Collected data entries

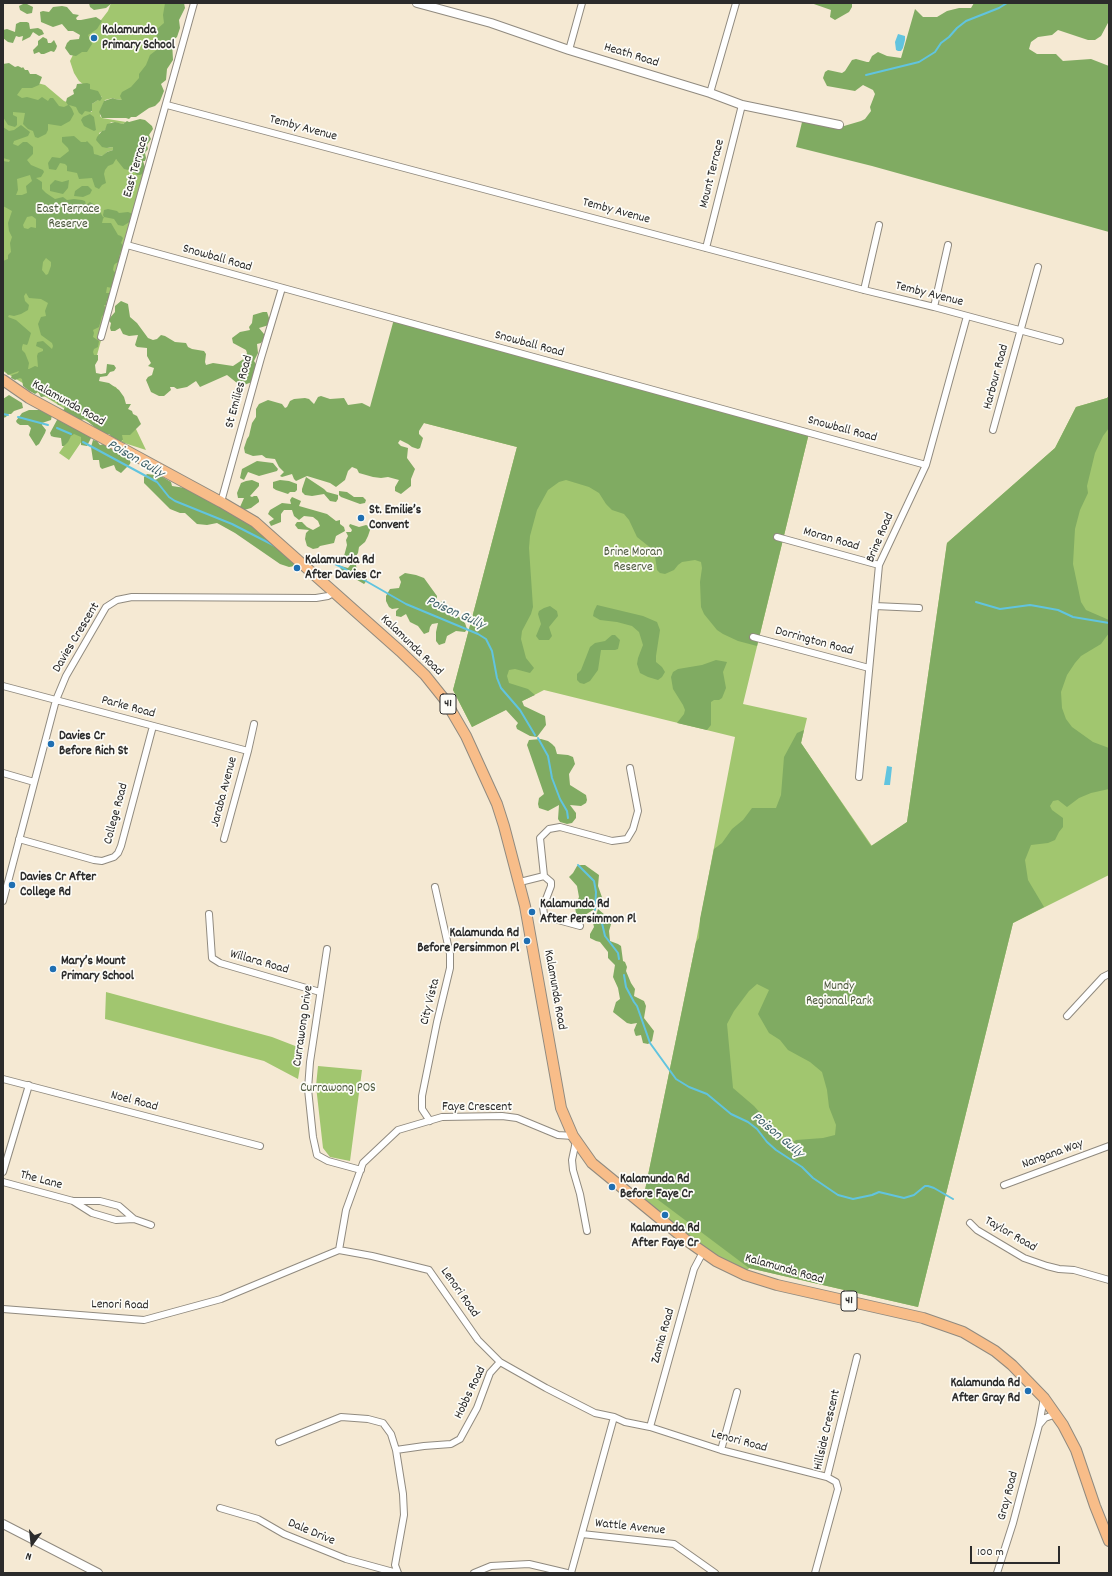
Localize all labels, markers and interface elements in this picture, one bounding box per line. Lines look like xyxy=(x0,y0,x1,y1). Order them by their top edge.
place label: Kalamunda Primary School xyxy=(102,23,175,54)
marker: Kalamunda Primary School xyxy=(89,33,99,43)
street label: Heath Road xyxy=(602,40,660,72)
street label: Temby Avenue xyxy=(268,112,338,146)
street label: East Terrace xyxy=(121,135,153,199)
street label: Mount Terrace xyxy=(697,138,729,210)
street label: Temby Avenue xyxy=(581,195,651,229)
park label: East Terrace Reserve xyxy=(37,202,99,233)
street label: Snowball Road xyxy=(181,242,253,276)
street label: Temby Avenue xyxy=(893,279,965,311)
street label: Snowball Road xyxy=(493,328,565,362)
street label: Harbour Road xyxy=(981,343,1013,411)
street label: St Emilies Road xyxy=(223,354,257,430)
street label: Kalamunda Road xyxy=(29,377,107,431)
street label: Snowball Road xyxy=(806,413,878,447)
water label: Poison Gully xyxy=(104,437,166,483)
place label: St. Emilie’s Convent xyxy=(369,503,421,534)
street label: Brine Road xyxy=(864,511,898,565)
marker: St. Emilie’s Convent xyxy=(356,513,366,523)
street label: Moran Road xyxy=(801,525,861,555)
park label: Brine Moran Reserve xyxy=(604,545,662,576)
place label: Kalamunda Rd After Davies Cr xyxy=(305,553,381,584)
marker: Kalamunda Rd After Davies Cr xyxy=(292,563,302,573)
water label: Poison Gully xyxy=(423,594,487,634)
street label: Davies Crescent xyxy=(50,600,104,676)
street label: Kalamunda Road xyxy=(376,612,446,680)
street label: Dorrington Road xyxy=(773,624,855,660)
street label: Parke Road xyxy=(99,693,157,723)
road number: 41 xyxy=(440,694,456,714)
place label: Davies Cr Before Rich St xyxy=(59,729,128,760)
marker: Davies Cr Before Rich St xyxy=(46,739,56,749)
street label: Jaraba Avenue xyxy=(208,755,242,829)
street label: College Road xyxy=(101,782,133,846)
place label: Davies Cr After College Rd xyxy=(20,870,96,901)
marker: Davies Cr After College Rd xyxy=(7,880,17,890)
place label: Kalamunda Rd After Persimmon Pl xyxy=(540,897,636,928)
marker: Kalamunda Rd After Persimmon Pl xyxy=(527,907,537,917)
place label: Kalamunda Rd Before Persimmon Pl xyxy=(417,926,519,957)
marker: Kalamunda Rd Before Persimmon Pl xyxy=(522,936,532,946)
street label: Willara Road xyxy=(228,947,290,979)
street label: Kalamunda Road xyxy=(539,949,569,1031)
place label: Mary’s Mount Primary School xyxy=(61,954,134,985)
marker: Mary’s Mount Primary School xyxy=(48,964,58,974)
street label: City Vista xyxy=(418,977,444,1027)
park label: Mundy Regional Park xyxy=(806,979,872,1010)
street label: Currawong Drive xyxy=(291,984,317,1068)
park label: Currawong POS xyxy=(300,1081,376,1097)
street label: Noel Road xyxy=(109,1088,159,1116)
street label: Faye Crescent xyxy=(442,1100,512,1116)
water label: Poison Gully xyxy=(748,1110,806,1162)
street label: Nangana Way xyxy=(1020,1137,1086,1173)
street label: The Lane xyxy=(18,1168,64,1194)
place label: Kalamunda Rd Before Faye Cr xyxy=(620,1172,693,1203)
marker: Kalamunda Rd Before Faye Cr xyxy=(607,1182,617,1192)
marker: Kalamunda Rd After Faye Cr xyxy=(660,1210,670,1220)
street label: Taylor Road xyxy=(981,1214,1039,1256)
place label: Kalamunda Rd After Faye Cr xyxy=(630,1221,700,1252)
street label: Kalamunda Road xyxy=(743,1251,825,1289)
street label: Lenori Road xyxy=(436,1265,482,1321)
road number: 41 xyxy=(841,1291,857,1311)
street label: Lenori Road xyxy=(91,1298,149,1314)
street label: Zamia Road xyxy=(649,1307,679,1365)
street label: Hobbs Road xyxy=(452,1364,490,1422)
place label: Kalamunda Rd After Gray Rd xyxy=(951,1376,1020,1407)
marker: Kalamunda Rd After Gray Rd xyxy=(1023,1386,1033,1396)
street label: Hillside Crescent xyxy=(811,1388,845,1472)
street label: Lenori Road xyxy=(709,1427,769,1457)
street label: Gray Road xyxy=(995,1470,1023,1522)
street label: Dale Drive xyxy=(285,1516,337,1550)
street label: Wattle Avenue xyxy=(594,1517,666,1539)
north arrow xyxy=(12,1524,52,1564)
scale bar xyxy=(972,1538,1062,1564)
text: 100 m xyxy=(977,1544,1004,1561)
text: N xyxy=(24,1547,34,1564)

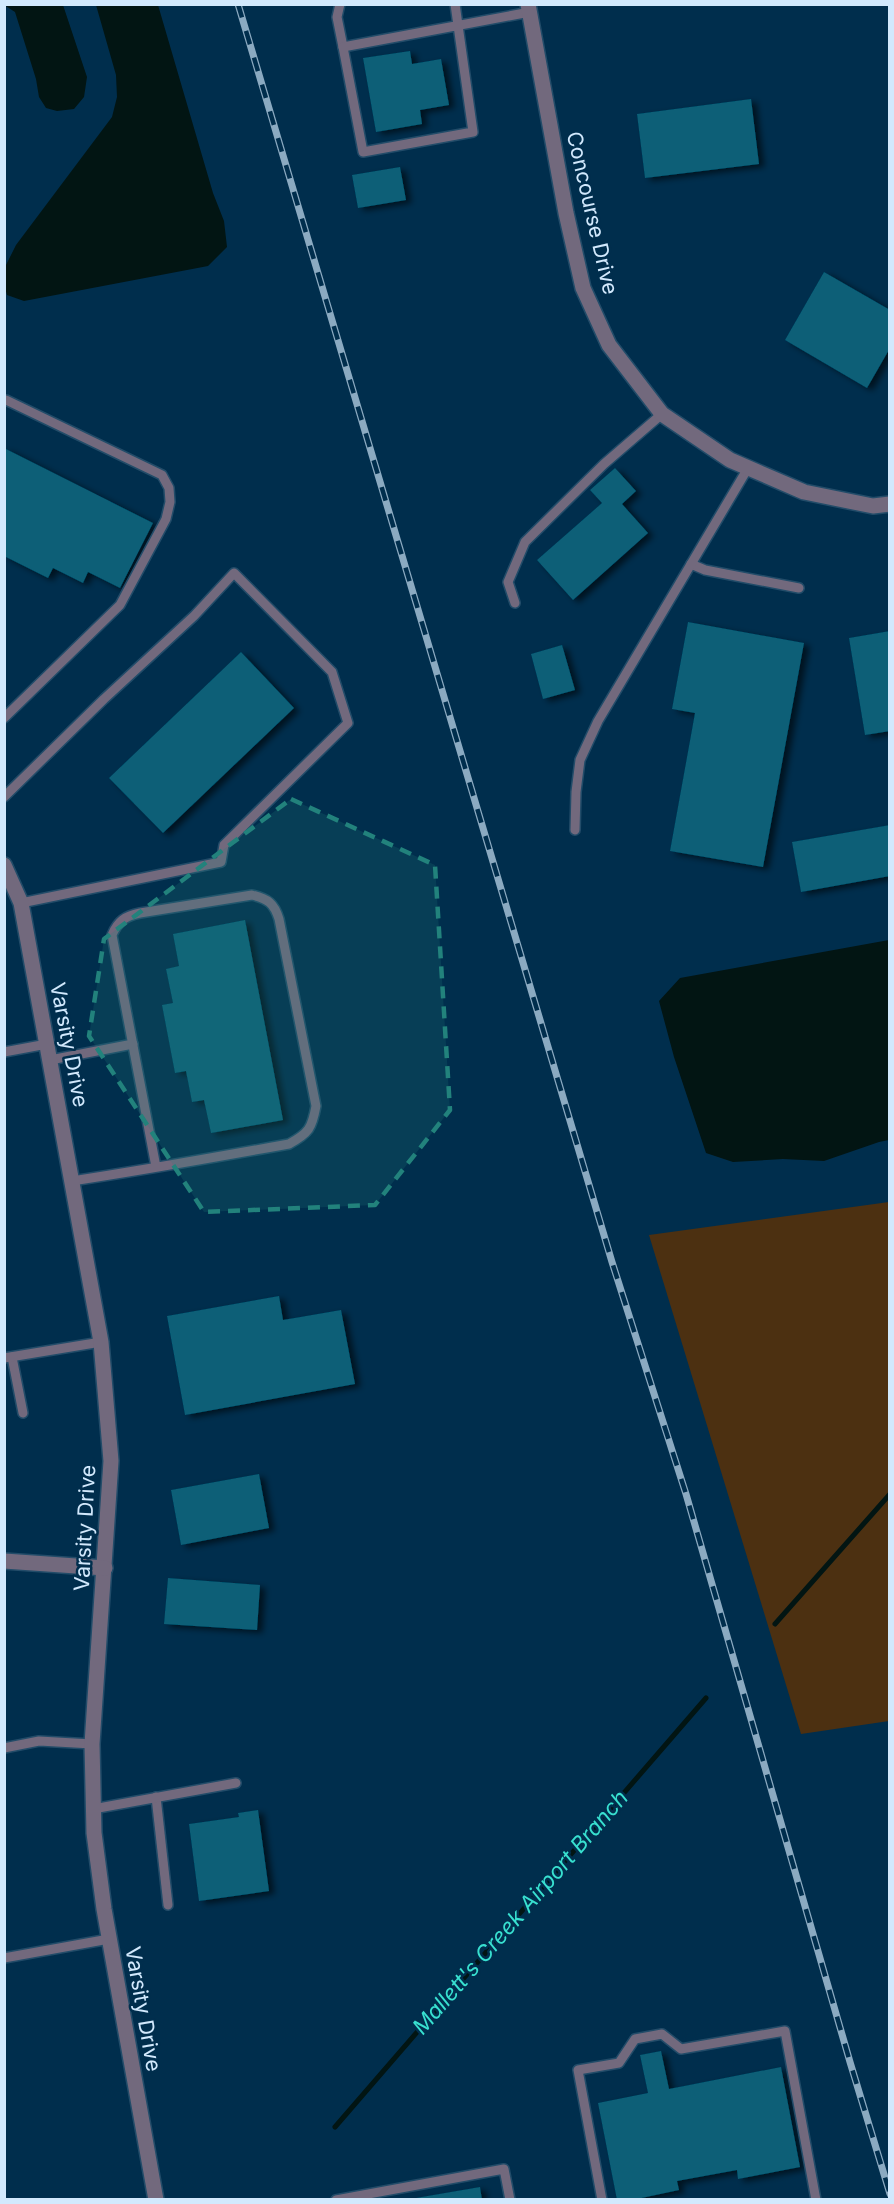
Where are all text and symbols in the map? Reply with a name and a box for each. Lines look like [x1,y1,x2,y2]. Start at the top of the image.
street label: Concourse Drive [562,129,623,297]
street label: Varsity Drive [45,980,94,1109]
street label: Varsity Drive [69,1464,100,1592]
water label: Mallett's Creek Airport Branch [407,1785,633,2039]
street label: Varsity Drive [120,1945,167,2073]

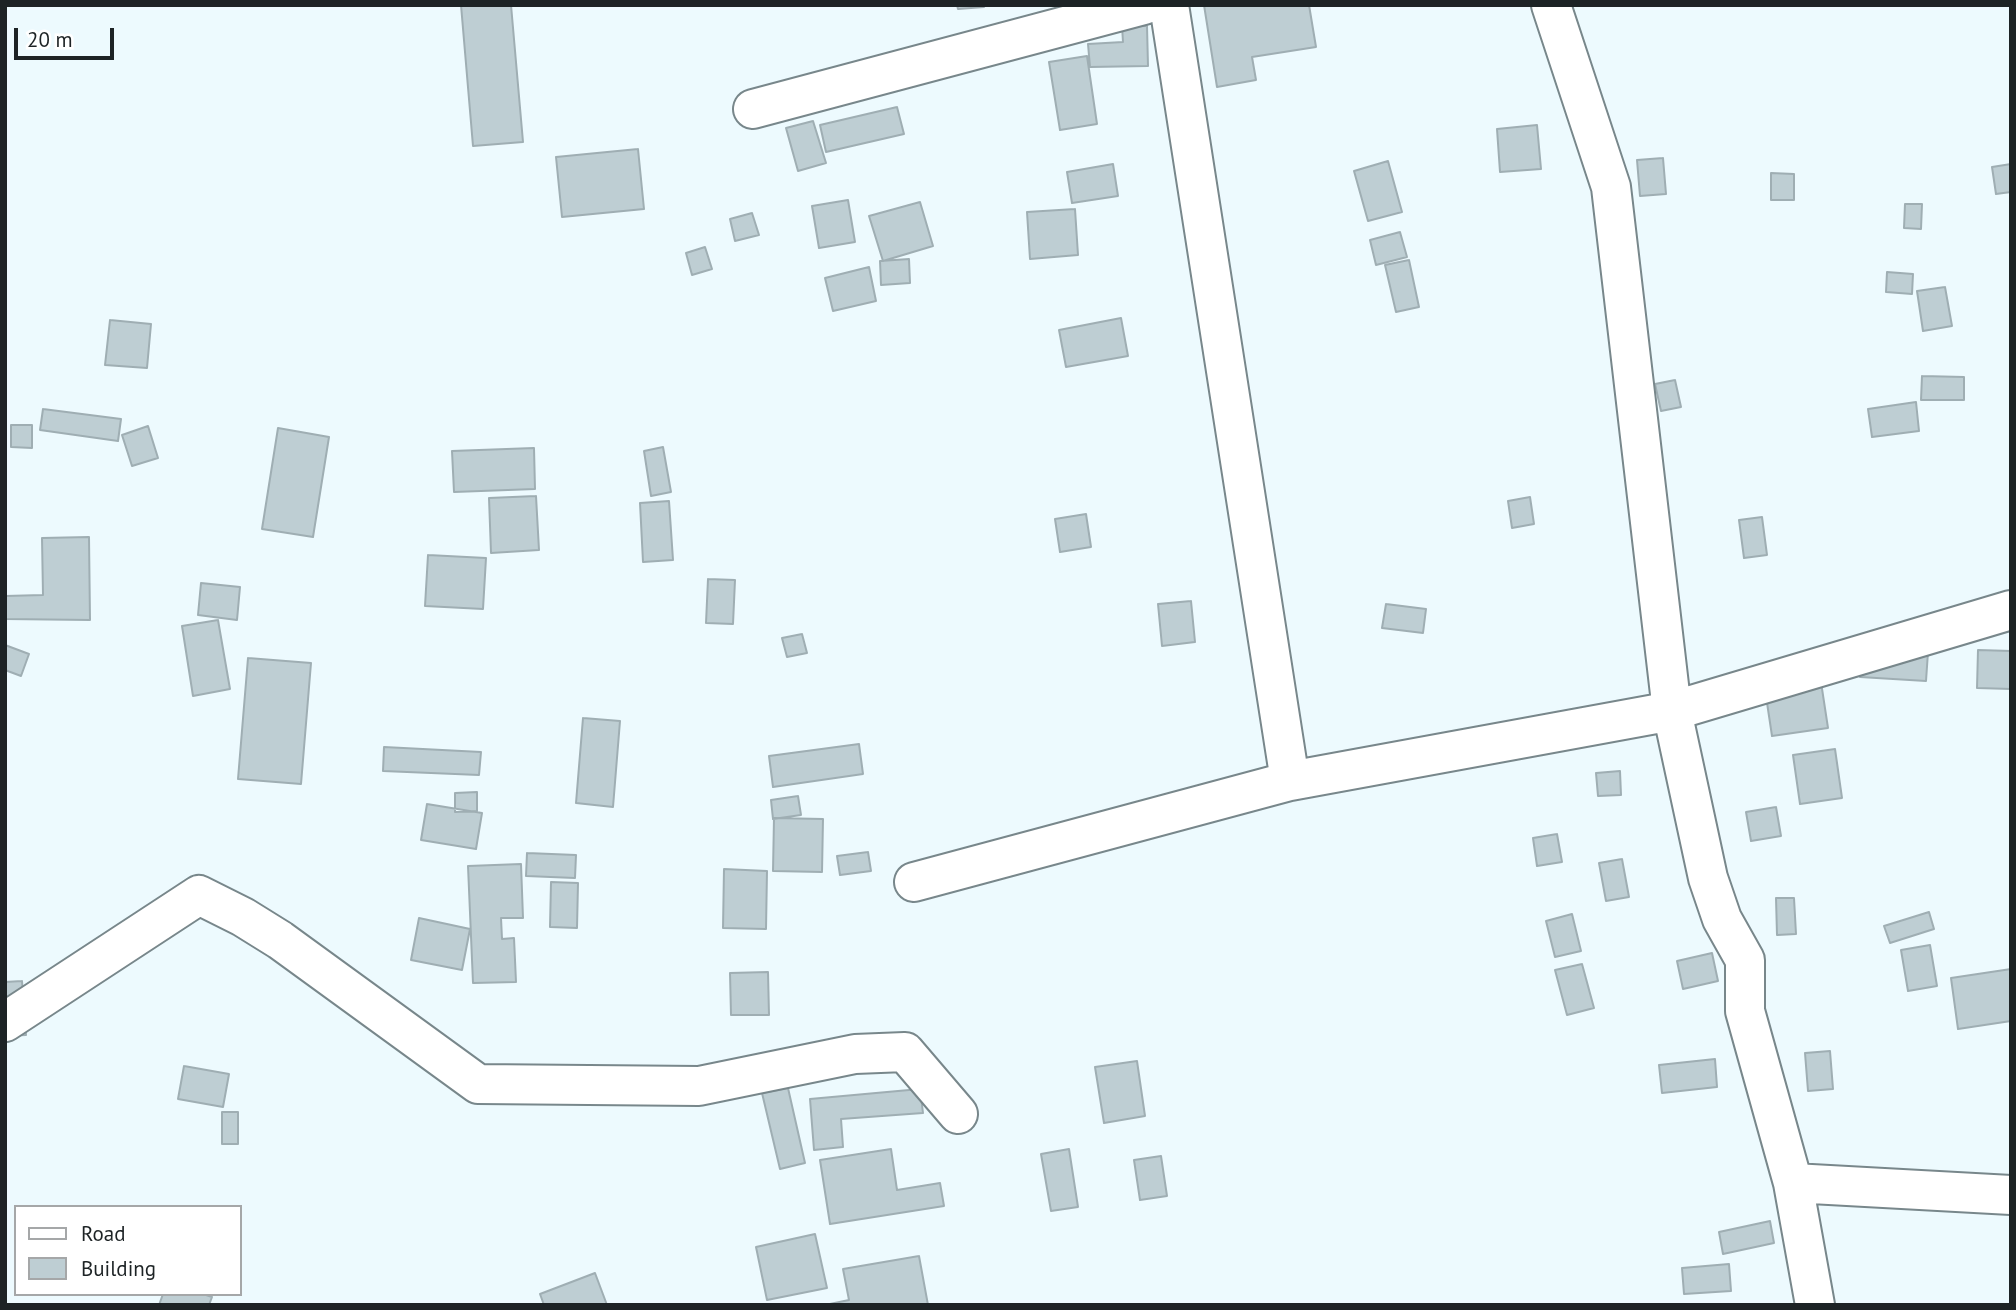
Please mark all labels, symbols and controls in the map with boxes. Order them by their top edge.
scale bar [18,14,117,58]
text: 20 m [27,26,73,53]
legend [14,1205,242,1296]
text: Road [81,1220,125,1247]
text: Building [81,1255,156,1282]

■ **Work item**: Please repeat exactly the lines from the one containing "Where are all" through the end of the entries, both included, omitting pictures.

■ **Result of the task**:
Where are all text and symbols in the map? Reply with a name and a box for each. Lines look like [x1,y1,x2,y2]. Start at the top of the image.
street label: Concourse Drive [562,129,623,297]
street label: Varsity Drive [45,980,94,1109]
street label: Varsity Drive [69,1464,100,1592]
water label: Mallett's Creek Airport Branch [407,1785,633,2039]
street label: Varsity Drive [120,1945,167,2073]

Please mark all labels, symbols and controls in the map with boxes. Order them by their top edge.
scale bar [18,14,117,58]
text: 20 m [27,26,73,53]
legend [14,1205,242,1296]
text: Road [81,1220,125,1247]
text: Building [81,1255,156,1282]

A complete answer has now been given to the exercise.